§ **Assigned task**: Scan the records below and report how many lines include the string "picture"; the number alone will do.

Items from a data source
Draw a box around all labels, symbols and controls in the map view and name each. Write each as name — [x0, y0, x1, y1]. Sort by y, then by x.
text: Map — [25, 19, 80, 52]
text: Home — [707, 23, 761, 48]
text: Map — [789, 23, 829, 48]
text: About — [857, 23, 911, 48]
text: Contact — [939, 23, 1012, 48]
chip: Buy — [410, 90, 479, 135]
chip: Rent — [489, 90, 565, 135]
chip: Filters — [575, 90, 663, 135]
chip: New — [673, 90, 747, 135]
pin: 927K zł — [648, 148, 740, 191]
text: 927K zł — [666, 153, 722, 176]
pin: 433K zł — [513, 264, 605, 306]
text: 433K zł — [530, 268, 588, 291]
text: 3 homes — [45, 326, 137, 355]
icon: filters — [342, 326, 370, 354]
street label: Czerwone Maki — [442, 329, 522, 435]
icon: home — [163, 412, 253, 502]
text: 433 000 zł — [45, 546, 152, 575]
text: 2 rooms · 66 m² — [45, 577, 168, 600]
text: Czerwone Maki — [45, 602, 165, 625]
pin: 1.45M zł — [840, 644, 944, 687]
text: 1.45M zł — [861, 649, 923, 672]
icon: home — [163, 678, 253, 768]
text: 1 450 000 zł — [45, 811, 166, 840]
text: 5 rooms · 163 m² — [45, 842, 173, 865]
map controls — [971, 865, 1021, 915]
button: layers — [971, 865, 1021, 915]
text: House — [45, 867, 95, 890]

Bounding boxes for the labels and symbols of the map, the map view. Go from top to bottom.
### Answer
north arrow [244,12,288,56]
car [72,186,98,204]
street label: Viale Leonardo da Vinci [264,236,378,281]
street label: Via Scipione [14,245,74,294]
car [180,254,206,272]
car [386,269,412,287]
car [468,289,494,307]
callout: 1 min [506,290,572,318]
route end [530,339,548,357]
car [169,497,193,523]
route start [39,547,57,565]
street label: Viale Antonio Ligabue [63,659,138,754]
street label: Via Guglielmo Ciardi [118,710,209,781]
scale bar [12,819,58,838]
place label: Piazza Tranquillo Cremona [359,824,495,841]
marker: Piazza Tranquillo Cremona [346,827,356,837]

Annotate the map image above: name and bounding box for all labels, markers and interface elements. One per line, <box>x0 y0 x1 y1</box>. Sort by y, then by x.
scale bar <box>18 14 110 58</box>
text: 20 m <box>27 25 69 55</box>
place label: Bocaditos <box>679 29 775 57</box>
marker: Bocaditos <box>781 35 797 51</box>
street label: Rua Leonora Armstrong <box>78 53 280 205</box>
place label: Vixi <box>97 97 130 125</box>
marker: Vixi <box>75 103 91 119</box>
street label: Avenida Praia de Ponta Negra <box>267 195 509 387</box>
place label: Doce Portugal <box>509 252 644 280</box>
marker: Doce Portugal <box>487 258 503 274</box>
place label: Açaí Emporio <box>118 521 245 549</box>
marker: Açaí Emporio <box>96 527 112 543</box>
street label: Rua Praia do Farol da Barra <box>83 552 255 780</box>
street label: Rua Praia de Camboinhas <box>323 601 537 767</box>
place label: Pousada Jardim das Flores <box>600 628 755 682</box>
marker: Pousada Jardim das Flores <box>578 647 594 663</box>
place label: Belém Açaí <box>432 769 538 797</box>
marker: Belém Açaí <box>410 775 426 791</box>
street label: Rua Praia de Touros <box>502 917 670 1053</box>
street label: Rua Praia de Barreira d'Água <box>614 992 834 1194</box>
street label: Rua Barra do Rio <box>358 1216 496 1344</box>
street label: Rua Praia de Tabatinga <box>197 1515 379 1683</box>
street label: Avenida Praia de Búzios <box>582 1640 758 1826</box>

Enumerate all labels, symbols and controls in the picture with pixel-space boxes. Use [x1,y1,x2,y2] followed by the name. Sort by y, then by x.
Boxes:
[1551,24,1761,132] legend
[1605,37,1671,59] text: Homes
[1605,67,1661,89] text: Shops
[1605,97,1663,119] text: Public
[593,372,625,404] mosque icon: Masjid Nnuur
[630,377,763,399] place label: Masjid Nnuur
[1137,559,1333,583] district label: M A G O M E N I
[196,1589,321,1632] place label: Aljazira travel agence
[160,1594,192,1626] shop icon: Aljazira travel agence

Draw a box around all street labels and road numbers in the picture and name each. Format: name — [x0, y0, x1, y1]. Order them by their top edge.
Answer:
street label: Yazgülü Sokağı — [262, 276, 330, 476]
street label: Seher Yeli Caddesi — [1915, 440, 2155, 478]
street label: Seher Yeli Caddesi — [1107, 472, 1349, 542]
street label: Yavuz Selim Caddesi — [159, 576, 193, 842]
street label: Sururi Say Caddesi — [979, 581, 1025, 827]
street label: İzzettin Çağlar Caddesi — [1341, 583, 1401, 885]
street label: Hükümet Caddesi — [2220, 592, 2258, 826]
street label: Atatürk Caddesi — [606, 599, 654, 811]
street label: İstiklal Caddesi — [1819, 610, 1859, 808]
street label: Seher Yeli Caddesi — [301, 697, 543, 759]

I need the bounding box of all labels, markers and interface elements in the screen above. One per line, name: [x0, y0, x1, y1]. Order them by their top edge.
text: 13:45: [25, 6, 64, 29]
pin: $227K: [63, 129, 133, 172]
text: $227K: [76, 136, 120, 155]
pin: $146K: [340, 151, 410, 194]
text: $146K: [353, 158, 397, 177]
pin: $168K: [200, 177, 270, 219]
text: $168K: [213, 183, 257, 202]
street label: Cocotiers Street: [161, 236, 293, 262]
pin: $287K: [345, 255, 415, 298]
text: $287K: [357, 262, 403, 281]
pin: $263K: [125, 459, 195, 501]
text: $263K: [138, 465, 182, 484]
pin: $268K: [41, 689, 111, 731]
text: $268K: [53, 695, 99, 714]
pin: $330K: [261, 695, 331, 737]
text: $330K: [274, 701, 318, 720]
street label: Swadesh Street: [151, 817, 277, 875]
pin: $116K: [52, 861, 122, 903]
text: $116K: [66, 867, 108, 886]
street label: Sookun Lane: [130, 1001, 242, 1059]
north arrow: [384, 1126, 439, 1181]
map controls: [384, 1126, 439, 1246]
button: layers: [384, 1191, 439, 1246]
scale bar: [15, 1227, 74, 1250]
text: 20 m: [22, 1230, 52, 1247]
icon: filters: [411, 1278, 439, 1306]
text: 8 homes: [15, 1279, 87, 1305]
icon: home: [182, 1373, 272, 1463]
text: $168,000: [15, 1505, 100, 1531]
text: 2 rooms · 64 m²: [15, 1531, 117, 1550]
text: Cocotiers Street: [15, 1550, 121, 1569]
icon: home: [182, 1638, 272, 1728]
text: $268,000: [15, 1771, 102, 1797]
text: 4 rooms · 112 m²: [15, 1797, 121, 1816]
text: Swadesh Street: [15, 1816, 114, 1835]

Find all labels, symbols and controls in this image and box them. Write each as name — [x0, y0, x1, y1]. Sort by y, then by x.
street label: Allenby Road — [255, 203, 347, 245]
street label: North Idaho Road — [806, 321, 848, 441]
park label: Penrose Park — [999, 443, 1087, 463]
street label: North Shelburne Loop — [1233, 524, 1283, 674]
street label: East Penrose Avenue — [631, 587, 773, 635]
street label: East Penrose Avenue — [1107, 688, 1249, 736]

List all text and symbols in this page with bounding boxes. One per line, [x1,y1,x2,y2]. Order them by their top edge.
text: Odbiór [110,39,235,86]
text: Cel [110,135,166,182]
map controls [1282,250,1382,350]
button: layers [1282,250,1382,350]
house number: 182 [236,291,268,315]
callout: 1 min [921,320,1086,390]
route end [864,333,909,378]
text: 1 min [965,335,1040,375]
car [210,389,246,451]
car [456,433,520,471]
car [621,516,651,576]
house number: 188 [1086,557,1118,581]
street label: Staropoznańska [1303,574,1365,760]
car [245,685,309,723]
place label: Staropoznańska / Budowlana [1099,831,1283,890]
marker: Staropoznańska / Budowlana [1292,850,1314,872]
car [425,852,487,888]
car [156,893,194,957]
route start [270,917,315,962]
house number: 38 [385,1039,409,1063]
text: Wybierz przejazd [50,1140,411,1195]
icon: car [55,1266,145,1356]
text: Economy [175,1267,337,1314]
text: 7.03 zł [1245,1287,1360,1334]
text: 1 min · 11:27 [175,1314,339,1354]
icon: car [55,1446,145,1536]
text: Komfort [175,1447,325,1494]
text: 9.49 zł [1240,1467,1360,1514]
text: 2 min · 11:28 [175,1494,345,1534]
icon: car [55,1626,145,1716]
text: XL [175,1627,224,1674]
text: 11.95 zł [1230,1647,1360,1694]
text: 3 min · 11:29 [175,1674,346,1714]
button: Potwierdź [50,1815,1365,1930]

§ **Answer below**: 2